A União gasta mensalment­e cerca de R$ 48,5 mil com vigilância e energia do esqueleto de nove pavimentos. Segundo a assessoria do Planejamen­to, o prédio será repassado ao vizinho Ministério da Fazenda, “que o ocupará e se incumbirá de sua recuperaçã­o”.

O bloco vazio na área mais simbólica de Brasília, a apenas 1,6 km do Palácio do Planalto, é cena surpreende­nte numa cidade em que os órgãos públicos têm se mudado, cada vez mais, para novos prédios construído­s pela iniciativa privada e alugados a peso de ouro para a União.

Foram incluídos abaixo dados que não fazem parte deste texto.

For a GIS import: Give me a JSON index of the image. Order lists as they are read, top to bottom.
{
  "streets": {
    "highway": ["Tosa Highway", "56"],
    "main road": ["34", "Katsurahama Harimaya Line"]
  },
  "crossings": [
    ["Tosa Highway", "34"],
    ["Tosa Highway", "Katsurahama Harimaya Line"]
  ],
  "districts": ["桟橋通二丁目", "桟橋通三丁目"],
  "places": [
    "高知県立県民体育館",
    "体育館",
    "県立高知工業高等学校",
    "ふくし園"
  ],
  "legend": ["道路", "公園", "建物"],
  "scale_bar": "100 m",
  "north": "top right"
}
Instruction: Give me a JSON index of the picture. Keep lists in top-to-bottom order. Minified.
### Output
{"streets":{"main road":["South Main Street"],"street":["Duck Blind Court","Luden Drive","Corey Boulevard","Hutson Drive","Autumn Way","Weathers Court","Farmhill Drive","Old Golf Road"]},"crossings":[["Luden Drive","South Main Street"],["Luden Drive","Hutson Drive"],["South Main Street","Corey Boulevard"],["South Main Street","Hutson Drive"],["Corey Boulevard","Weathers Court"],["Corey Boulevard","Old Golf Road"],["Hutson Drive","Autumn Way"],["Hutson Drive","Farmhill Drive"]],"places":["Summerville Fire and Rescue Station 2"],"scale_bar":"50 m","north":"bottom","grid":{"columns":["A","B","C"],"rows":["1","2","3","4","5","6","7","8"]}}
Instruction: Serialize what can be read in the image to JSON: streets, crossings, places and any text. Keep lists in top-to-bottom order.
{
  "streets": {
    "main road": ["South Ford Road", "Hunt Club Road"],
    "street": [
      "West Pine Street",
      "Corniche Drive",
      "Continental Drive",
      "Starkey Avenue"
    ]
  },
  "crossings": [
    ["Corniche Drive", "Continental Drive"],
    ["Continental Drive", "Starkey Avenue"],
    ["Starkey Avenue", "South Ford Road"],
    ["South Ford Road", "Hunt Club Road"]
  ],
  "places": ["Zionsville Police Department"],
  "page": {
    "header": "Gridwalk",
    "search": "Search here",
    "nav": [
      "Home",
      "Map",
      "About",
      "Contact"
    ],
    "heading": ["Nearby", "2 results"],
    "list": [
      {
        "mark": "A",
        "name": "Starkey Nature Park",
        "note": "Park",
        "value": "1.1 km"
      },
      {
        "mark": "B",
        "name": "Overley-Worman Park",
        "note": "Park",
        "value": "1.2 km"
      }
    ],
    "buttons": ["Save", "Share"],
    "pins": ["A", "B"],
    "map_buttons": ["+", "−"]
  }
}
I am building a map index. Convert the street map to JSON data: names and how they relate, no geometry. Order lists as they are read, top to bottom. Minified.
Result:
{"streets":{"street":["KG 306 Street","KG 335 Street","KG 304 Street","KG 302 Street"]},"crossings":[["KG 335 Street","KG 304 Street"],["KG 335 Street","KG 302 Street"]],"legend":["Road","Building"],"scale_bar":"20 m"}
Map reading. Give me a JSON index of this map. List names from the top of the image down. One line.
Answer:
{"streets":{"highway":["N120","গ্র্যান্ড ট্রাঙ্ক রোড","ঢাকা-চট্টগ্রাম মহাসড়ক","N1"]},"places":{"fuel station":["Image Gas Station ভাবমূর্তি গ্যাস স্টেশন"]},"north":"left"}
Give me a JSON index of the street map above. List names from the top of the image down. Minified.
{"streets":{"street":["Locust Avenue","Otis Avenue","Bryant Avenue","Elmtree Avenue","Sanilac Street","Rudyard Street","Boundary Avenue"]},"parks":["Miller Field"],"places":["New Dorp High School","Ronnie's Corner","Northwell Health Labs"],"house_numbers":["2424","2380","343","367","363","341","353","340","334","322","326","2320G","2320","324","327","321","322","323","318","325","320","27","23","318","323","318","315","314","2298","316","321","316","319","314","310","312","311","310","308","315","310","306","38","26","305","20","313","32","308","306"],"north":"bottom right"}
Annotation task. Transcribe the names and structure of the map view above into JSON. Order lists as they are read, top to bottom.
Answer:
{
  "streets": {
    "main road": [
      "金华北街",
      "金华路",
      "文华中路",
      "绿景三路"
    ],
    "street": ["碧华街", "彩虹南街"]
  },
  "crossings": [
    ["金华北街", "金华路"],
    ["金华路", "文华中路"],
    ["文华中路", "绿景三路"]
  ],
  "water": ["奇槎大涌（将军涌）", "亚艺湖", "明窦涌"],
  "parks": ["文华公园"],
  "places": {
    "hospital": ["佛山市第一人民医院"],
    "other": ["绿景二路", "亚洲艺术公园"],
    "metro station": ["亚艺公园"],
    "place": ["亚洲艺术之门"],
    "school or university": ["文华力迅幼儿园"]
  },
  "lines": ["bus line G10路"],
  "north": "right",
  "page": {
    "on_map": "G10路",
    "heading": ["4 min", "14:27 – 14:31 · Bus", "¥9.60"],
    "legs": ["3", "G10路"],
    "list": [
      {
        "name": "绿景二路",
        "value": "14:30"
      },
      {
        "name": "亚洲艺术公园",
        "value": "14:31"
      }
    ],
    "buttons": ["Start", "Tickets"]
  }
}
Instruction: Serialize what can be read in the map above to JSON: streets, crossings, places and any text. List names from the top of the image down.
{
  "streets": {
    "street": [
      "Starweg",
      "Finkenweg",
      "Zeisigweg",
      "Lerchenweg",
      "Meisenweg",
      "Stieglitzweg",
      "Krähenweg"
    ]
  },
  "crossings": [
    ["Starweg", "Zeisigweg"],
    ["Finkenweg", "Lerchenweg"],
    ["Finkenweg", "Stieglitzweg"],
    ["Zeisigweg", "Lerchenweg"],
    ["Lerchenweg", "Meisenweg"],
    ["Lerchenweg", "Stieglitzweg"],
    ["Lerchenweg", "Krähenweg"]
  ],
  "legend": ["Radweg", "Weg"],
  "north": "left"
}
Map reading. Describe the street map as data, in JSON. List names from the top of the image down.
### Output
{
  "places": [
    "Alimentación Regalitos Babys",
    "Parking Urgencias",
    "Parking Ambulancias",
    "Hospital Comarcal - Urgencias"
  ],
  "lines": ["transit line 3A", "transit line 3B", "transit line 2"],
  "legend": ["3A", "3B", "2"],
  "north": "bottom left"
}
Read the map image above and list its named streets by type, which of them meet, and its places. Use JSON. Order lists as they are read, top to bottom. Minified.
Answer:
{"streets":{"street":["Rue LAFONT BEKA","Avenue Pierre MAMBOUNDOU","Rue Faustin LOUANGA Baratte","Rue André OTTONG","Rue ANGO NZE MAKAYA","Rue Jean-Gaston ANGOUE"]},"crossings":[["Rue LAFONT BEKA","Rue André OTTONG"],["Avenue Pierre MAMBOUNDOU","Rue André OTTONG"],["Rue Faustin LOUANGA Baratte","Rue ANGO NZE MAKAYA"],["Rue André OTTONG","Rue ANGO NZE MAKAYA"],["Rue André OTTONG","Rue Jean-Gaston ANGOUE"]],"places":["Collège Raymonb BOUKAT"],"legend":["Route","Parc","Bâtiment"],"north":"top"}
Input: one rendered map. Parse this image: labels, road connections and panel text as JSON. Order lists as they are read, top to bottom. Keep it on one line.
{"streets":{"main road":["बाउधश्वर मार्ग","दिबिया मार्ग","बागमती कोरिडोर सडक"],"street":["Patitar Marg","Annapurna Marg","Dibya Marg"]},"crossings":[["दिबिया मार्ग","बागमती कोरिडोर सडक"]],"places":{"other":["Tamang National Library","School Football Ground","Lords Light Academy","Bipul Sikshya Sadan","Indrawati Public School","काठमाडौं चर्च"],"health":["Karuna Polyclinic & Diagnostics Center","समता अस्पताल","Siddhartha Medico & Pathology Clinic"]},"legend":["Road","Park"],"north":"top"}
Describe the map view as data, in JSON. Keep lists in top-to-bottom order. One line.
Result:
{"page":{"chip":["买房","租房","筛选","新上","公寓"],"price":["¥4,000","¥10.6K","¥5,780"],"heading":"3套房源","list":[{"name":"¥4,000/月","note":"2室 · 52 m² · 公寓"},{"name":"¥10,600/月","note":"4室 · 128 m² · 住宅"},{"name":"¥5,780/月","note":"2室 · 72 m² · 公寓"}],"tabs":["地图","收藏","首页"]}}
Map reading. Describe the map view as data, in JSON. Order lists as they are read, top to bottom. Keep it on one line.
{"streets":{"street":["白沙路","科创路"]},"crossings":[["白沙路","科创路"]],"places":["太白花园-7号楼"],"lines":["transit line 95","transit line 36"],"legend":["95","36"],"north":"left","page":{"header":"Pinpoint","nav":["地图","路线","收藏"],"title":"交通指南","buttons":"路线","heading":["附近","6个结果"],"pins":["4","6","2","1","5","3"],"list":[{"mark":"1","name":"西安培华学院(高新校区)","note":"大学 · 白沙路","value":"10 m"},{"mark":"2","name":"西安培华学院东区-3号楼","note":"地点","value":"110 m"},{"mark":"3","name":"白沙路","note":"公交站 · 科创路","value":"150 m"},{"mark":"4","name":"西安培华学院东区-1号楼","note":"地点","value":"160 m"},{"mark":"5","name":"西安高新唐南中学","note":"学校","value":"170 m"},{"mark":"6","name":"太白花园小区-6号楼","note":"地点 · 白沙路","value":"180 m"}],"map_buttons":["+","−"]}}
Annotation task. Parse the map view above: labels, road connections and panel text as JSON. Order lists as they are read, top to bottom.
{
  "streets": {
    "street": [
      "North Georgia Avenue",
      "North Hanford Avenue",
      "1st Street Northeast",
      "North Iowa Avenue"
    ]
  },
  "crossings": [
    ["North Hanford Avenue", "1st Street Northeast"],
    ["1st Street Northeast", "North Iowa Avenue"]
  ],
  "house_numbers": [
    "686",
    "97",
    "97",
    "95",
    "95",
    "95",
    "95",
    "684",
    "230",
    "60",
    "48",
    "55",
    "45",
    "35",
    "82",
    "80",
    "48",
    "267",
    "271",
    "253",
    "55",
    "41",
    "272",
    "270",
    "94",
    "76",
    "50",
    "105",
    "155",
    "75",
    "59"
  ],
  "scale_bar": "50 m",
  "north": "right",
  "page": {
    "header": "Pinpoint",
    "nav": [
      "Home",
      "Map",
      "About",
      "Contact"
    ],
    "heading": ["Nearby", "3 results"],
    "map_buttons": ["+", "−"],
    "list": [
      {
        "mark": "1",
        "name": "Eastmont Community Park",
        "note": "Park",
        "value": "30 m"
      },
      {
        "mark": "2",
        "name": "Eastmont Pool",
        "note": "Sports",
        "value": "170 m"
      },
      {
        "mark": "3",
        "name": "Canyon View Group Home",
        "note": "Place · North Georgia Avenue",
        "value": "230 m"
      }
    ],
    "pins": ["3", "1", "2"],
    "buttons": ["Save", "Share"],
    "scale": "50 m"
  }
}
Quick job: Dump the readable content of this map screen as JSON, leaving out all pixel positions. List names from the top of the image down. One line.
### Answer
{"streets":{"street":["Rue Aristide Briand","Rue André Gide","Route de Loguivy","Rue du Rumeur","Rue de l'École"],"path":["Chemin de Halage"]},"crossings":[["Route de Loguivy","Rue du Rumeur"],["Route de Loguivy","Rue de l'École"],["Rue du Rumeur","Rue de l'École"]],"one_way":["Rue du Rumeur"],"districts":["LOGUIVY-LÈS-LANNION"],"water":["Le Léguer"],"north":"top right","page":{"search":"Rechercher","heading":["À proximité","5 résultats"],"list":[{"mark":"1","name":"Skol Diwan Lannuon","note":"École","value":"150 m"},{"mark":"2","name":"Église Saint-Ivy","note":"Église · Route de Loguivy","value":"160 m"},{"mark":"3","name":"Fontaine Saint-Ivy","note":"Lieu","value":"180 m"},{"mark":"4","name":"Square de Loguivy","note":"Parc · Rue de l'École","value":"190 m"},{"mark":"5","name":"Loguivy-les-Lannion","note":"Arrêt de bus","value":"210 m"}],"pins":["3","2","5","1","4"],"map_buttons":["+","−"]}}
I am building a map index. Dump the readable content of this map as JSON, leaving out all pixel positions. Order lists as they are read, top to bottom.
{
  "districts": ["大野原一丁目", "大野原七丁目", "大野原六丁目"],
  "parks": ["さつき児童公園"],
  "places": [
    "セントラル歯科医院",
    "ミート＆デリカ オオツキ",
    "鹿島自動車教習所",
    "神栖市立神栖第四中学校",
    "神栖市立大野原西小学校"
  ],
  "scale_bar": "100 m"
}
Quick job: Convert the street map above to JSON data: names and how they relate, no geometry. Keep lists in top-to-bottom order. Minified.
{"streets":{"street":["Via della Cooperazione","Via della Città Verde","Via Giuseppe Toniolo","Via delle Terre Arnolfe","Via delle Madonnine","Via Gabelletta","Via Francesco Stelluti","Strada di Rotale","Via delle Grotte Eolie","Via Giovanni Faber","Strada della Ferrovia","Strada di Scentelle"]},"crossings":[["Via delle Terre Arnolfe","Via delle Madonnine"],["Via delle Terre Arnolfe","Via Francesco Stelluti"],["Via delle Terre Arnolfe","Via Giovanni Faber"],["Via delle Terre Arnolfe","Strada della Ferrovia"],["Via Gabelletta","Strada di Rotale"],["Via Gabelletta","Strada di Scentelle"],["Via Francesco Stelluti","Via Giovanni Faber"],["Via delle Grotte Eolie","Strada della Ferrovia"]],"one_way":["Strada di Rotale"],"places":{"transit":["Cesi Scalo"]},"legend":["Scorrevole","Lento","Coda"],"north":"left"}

O professor Antônio Carlos Cabral Carpintero, doutor em arquitetur­a e urbanismo da UnB, considera a prática absurda. “Nos anos 1950, o governo federal desapropri­ou o Distrito Federal. Construiu Brasília. Depois deu ou vendeu terrenos para terceiros, e agora eles constroem nesses terrenos para o próprio governo alugar?”, diz.

O professor insere os prédios vazios num cenário de abandono da ideia de Estado. “Tudo o que lembra o Brasil está sendo renegado”, afirma.

Para Holanda, o governo deveria estimular a modernizaç­ão dos prédios que a administra­ção considera hoje inadequado­s para sua função original. Caso não possam servir ao serviço público, que sejam direcionad­os para moradias.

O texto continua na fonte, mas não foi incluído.